Bagiku, rasanya indah turut merasakan
kegembiraan anak – anak kampung. Kegembiraan mereka menjadi dambaan bagi setiap
anak yang dari sendirinya mesti mengalami masa bermain. Mereka penuh dengan
imajinasi sehingga apa pun bisa menjadi bahan permainan mereka. Segala
permainan baru akan menarik perhatian. Mereka tidak terikat oleh fasilitas –
fasilitas tertentu karena apa pun yang berada di alam bisa menjadi bahan
permainan. Dunia mereka adalah dunia bebas yang menggembirakan untuk bermain.
Dunia kampung, lebih dari itu, masih memberi kemungkinan bagi mereka untuk
bersosialisasi dengan teman – teman sepermainan. Inilah kesederhanaan dunia
anak – anak kampung di Solomon.
Bagiku menyenangkan berada dalam
kesederhanaan dunia kampung. Sejauh pengalamanku di Solomon, orang – orang
kampung tidak pernah bertanya tentang gelar akademis, karier, atau jabatan
tertentu. Hal yang mengesankanku setiap kali aku bertemu seseorang di Tulagi,
misalnya, adalah pertanyaan: “Yu hao? Yu
olrait?” (Bagaimana keadaanmu? Baik – baikkah?). Mereka tidak bertanya
apakah hari itu aku sukses atau tidak dengan rencana – rencanaku. Tapi, mereka
bertanya tentang keadaanku, gembira atau sedih, sehat atau sakit. Inilah
pertanyaan yang diajukan sebelum terjadi percakapan – percakapan atau
pembicaraan berikutnya. Yang sejauh kupahami, ini bukan pertanyaan sekedar basa
– basi, melainkan lebih dari itu yaitu sebagai tanda perhatian dan
persahabatan. Aku masih ingat, beberapa orang dari beberapa kampung yang
kukunjungi merasa gembira dan bangga karena aku, yang notabene adalah orang
asing, mau duduk dan mengobrol dengan mereka, berbagi ceritera tentang pelbagai
hal. Sesederhana itukah? Ya, memang sesederhana itu. Sebab, dunia kampung
adalah dunia yang penuh dengan kesederhanaan.

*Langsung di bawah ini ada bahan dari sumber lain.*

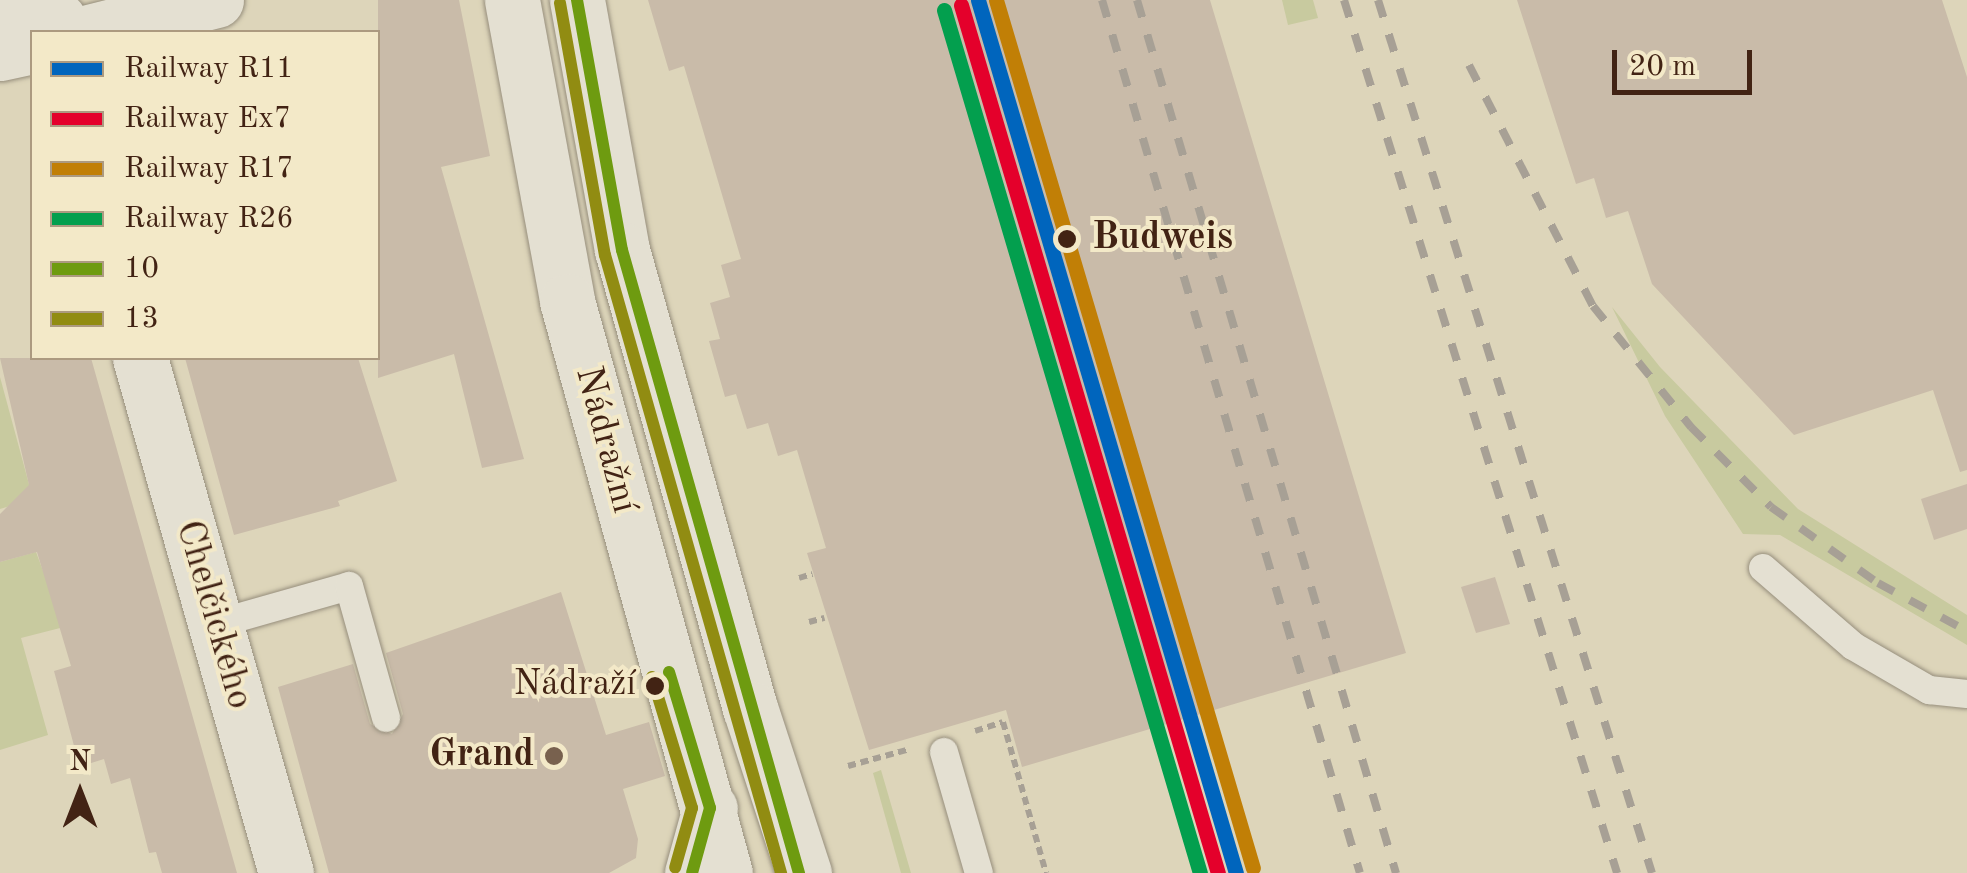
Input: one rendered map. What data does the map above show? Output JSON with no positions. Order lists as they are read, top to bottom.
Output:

Sesungguhnya, secara fisik, amatlah gampang
melihat kesederhanaan orang kampung di Solomon. Dari cara berpakaian, mereka
tidak pernah berpikir soal penampilan yang bagus. Rata – rata orang kampung di
Solomon memiliki sedikit sekali pakaian yang bagus. Dalam keseharian, mereka
berpakaian seadanya. Bahkan satu baju bisa dipakai beberapa hari untuk kegiatan
apa saja, termasuk untuk tidur. Dari cara hidup, orang kampung amatlah
bersahaja. Di pagi hari, mereka pergi ke ladang. Siang pulang. Lalu bertukang
atau berburu ke hutan. Bagi yang tinggal di tepi pantai, mereka pergi mencari
ikan di laut pada malam hari. Dalam rutinitas hidup yang sederhana semacam itu,
orang kampung masih amat menjunjung tinggi tradisi yang menghormati orang tua
dan sanak saudara laki – laki, yang menghargai kebersamaan dan solidaritas, dan
yang menjaga keutuhan keluarga (di kampung – kampung di Solomon, kasus
perceraian hampir tidak ada). Di kampung – kampung di Solomon, sanak keluarga
biasa saling merawat atau mengadopsi anak – anak sanak famili mereka. Keluarga
yang lebih mampu secara ekonomis otomatis akan membantu sanak keluarga yang
masih miskin sebagai ungkapan rasa solidaritas.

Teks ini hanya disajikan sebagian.